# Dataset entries
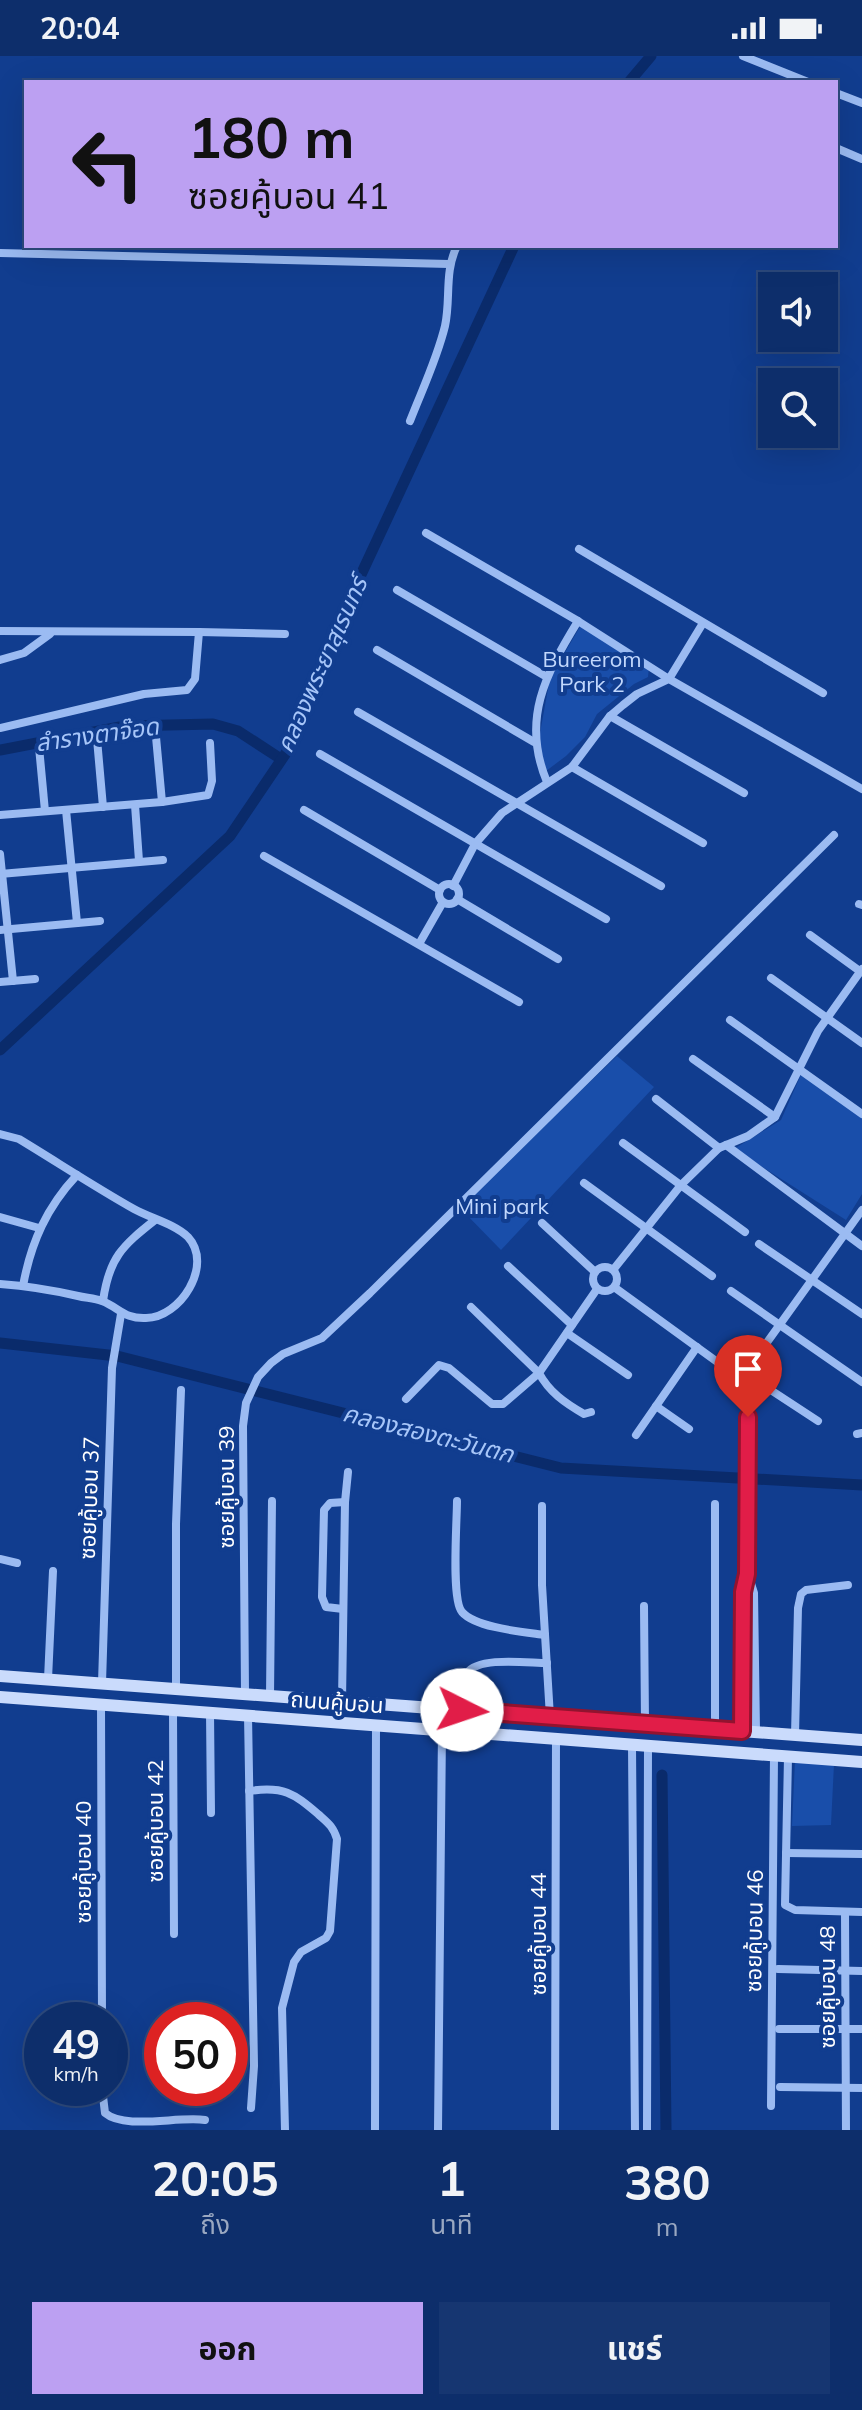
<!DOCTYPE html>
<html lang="th">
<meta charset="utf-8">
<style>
body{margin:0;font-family:Mulish,"Noto Sans Thai",sans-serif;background:#163671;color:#f1f3f6;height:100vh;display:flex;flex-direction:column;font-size:30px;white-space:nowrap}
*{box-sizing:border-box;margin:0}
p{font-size:26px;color:#9aa8c1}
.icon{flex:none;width:44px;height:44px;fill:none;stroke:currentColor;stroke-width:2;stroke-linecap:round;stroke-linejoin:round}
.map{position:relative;height:2074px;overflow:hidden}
.drawer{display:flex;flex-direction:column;background:#0d2e6b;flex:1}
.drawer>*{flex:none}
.banner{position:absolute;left:24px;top:24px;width:814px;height:168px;border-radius:0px;box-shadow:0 8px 32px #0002,0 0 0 2px #2d4a7e;background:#bca0f2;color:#111;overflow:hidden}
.buttons{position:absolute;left:758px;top:216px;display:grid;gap:16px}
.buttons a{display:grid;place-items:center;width:80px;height:80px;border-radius:0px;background:#0d2e6b;box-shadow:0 8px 32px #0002,0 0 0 2px #2d4a7e;font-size:40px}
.speed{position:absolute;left:24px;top:1946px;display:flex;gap:16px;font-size:40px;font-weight:700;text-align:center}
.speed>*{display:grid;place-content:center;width:104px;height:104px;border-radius:50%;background:#0d2e6b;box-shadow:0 8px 32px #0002,0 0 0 2px #2d4a7e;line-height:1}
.speed small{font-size:20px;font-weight:400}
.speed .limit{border:12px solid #d22;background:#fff;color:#111}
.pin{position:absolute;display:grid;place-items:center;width:68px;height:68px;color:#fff;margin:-82px -34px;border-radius:50% 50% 50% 0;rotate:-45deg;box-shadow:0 0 8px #0007}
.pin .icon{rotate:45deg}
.me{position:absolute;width:88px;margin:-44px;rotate:94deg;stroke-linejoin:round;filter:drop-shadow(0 0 6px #0008)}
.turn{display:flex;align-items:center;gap:28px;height:168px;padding:0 32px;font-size:36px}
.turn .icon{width:104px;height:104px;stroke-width:2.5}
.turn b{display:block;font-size:56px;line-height:68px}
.eta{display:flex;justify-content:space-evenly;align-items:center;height:136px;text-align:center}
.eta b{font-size:48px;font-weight:700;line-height:56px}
.action{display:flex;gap:16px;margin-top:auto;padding:16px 32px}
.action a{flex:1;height:92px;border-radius:0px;background:#bca0f2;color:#111;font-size:32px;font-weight:700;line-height:92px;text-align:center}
.action a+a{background:#163671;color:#f1f3f6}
.status{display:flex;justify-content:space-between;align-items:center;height:56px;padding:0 40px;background:#0d2e6b;direction:ltr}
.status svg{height:22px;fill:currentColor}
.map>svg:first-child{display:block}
</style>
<div class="status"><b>20:04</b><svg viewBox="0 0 49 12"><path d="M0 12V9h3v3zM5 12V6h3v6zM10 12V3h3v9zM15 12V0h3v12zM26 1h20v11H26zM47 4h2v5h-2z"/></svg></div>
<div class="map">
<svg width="862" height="2074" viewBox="0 0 862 2074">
<rect width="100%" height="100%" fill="#113d8f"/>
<!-- green -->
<g fill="#194eaa">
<polygon points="581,569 649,611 648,621 634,628 597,658 585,681 566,700 546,715 538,688 550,622"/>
<polygon points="617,1000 654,1031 501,1194 459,1151"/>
<polygon points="803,1014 862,1055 862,1138 846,1164 734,1093 781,1064"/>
<polygon points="795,1704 834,1708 831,1769 792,1770"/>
</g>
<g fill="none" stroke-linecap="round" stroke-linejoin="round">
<!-- canal -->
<g stroke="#0a2b6b" stroke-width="11">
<polyline points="629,26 651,0"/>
<polyline points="0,694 125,670 213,668 238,675 281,703"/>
<polyline points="0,994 230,780 286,697 352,538 514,190"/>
<polyline points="0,1287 117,1300 561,1412 862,1429"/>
<polyline points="662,1719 666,2074"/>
</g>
<!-- minor -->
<g stroke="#9bbbf2" stroke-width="8">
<polyline points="743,0 808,26"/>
<polyline points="836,37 862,47"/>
<polyline points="836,92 862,103"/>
<polyline points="0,197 449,208"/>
<path d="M 410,365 C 422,334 437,303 445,270 C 451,243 444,216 457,190"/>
<polyline points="426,477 578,565 669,623 703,567"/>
<polyline points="579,493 823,637"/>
<polyline points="397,534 547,621"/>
<polyline points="0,575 199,576 195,623 187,634 144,638 0,672"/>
<polyline points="199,576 285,578"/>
<polyline points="377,594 534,686"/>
<polyline points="0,604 24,597 50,578"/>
<polyline points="358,656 661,830"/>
<polyline points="610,660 744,737"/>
<polyline points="156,681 162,746"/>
<polyline points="97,683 103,751"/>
<polyline points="39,691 45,755"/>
<polyline points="320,698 606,863"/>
<polyline points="572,711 703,787"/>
<path d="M 547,726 C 521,664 545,619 578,565"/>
<polyline points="135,749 139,805"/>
<polyline points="66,754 77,867"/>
<polyline points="304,754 440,834"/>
<polyline points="0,759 162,746 208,739 212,725 210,687"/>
<polyline points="0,798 13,925"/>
<polyline points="264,800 519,946"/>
<polyline points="0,818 163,804"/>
<circle cx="449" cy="838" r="10"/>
<polyline points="453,830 475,788 502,757 572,711 610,660 623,649 637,638 669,623 862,733"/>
<polyline points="457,843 558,903"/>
<polyline points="859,848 862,849"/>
<polyline points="0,874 100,865"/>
<polyline points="810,879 861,916"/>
<polyline points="419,888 443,846"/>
<polyline points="771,922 862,987"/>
<polyline points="0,926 35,923"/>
<polyline points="730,964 862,1058"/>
<polyline points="693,1003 775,1061"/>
<polyline points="656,1043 719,1092"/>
<path d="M 0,1078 L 19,1083 C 57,1106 95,1131 134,1153 C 150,1162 175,1168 188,1181 C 214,1209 180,1262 146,1262 C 124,1263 120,1252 102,1245 C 95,1242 86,1242 78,1240 C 52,1234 27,1230 0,1228"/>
<polyline points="623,1087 745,1176"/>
<polyline points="726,1089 862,1190"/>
<polyline points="584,1127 712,1220"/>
<polyline points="0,1161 39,1172"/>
<polyline points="542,1167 595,1216"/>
<polyline points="759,1188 862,1258"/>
<polyline points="508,1210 572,1269"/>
<circle cx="605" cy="1223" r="12"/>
<polyline points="613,1214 681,1129 719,1092 748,1080 775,1061 818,975 862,913"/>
<path d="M 23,1230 C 31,1186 47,1151 77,1119"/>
<polyline points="614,1231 738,1321"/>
<polyline points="731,1235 862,1326"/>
<path d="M 103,1245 C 109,1202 122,1190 155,1164"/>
<polyline points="567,1277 628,1319"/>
<polyline points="750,1316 763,1292 862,1154"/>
<circle cx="748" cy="1328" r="12"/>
<polyline points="760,1327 818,1365"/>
<polyline points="406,1343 439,1309 449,1312 492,1348 503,1348 539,1317 471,1251"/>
<polyline points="656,1350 689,1373"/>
<path d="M 591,1356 L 584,1358 C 565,1347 549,1336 539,1317 L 597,1233"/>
<polyline points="857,1378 862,1377"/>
<polyline points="636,1379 697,1291"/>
<path d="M 457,1445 C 457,1465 451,1544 462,1556 C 476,1572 524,1576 545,1579"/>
<polyline points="542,1450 542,1529 550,1661"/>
<polyline points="0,1503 17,1507"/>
<polyline points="748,1518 754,1537 756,1675"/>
<polyline points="644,1550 645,1668"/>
<polyline points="343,1553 326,1551 322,1541 324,1454 330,1447 345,1446"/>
<polyline points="48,1623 53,1515"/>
<polyline points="102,1627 112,1312 121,1258"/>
<polyline points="176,1633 176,1468 181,1334"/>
<polyline points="245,1638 243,1370 246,1347 258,1321 271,1307 283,1298 322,1282 370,1237 834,779"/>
<polyline points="270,1640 272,1445"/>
<polyline points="342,1645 345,1446 348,1416"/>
<polyline points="101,1648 102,1964"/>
<polyline points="173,1654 174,1878"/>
<path d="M 462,1654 C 463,1643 461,1626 467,1617 C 479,1600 528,1607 547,1607"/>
<polyline points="210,1656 211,1757"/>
<polyline points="248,1659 254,2010 251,2052"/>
<polyline points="715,1673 715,1448"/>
<polyline points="742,1675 743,1536 747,1518 747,1340"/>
<polyline points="795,1679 798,1552 801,1538 806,1534 848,1529"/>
<polyline points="632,1689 635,2074"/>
<polyline points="788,1701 785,1849 795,1854 862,1856"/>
<path d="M 249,1735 C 284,1730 293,1737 318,1758 C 328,1767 333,1770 337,1783 L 330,1875 L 326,1882 L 301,1896 L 294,1906 L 282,1952 L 285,2074"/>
<polyline points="786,1797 862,1798"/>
<polyline points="845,1856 846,2074"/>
<polyline points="778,1913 862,1915"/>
<polyline points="779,1973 862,1973"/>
<polyline points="780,2031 862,2032"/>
<path d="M 102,2032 L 105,2057 C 125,2074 178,2060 205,2064"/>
<polyline points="771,2050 774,1700"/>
<polyline points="375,2074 376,1669"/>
<polyline points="438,2074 442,1674"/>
<polyline points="555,2074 556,1683"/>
<polyline points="647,2074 648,1690"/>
</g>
<!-- secondary -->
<g stroke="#cadbfc" stroke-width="12">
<polyline points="0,1620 862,1684"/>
<polyline points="0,1641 862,1706"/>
</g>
</g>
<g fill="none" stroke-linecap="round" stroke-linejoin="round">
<!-- route casing -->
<g stroke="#92132f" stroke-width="20">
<polyline id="route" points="462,1654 742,1675 743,1536 747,1518 748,1361"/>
</g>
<!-- route -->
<use href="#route" stroke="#e11d48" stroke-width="14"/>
</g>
<g text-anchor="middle" stroke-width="8" stroke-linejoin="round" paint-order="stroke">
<!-- park labels -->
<g font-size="22" fill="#c2d8fd" stroke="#113d8f">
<text x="592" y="611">Bureerom<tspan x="592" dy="25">Park 2</tspan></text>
<text x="502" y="1158">Mini park</text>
</g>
<!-- street labels -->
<g font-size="22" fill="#fff" stroke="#113d8f">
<text transform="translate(226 1431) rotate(-90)" y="8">ซอยคู้บอน 39</text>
<text transform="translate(89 1442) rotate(-88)" y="8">ซอยคู้บอน 37</text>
<text transform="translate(337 1646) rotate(4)" y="8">ถนนคู้บอน</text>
<text transform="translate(155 1765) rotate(-90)" y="8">ซอยคู้บอน 42</text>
<text transform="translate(83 1806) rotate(-90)" y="8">ซอยคู้บอน 40</text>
<text transform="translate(754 1875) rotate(-89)" y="8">ซอยคู้บอน 46</text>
<text transform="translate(538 1878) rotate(-90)" y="8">ซอยคู้บอน 44</text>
<text transform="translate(827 1931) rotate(-90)" y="8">ซอยคู้บอน 48</text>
</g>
<!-- water labels -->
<g font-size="24" font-style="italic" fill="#a7c6f9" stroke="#113d8f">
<text transform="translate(322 609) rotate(-66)" y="8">คลองพระยาสุเรนทร์</text>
<text transform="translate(97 679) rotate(-8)" y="8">ลำรางตาจ๊อด</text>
<text transform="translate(428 1378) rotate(14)" y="8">คลองสองตะวันตก</text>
</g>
</g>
</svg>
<div class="buttons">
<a><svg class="icon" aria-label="sound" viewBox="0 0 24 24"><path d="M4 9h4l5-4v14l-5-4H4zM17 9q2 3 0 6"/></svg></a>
<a><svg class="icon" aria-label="search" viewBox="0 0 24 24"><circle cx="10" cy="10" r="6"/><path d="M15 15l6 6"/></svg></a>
</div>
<div class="speed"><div>49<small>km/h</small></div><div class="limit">50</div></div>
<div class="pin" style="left:748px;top:1361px;background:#d93025"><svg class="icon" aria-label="arrive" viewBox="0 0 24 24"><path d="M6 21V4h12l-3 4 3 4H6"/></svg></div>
<svg class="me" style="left:462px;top:1654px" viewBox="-20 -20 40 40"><circle r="19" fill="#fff"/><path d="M0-13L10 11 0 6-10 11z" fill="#e11d48"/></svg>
<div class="banner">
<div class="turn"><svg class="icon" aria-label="left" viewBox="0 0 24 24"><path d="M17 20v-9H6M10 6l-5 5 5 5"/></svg><div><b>180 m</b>ซอยคู้บอน 41</div></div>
</div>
</div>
<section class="drawer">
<div class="eta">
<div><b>20:05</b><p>ถึง</p></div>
<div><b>1</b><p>นาที</p></div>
<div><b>380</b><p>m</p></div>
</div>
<div class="action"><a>ออก</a><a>แชร์</a></div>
</section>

# How to complete this task
The expected answer is one number: how many lines above contain "limit".

# Solution for this problem
2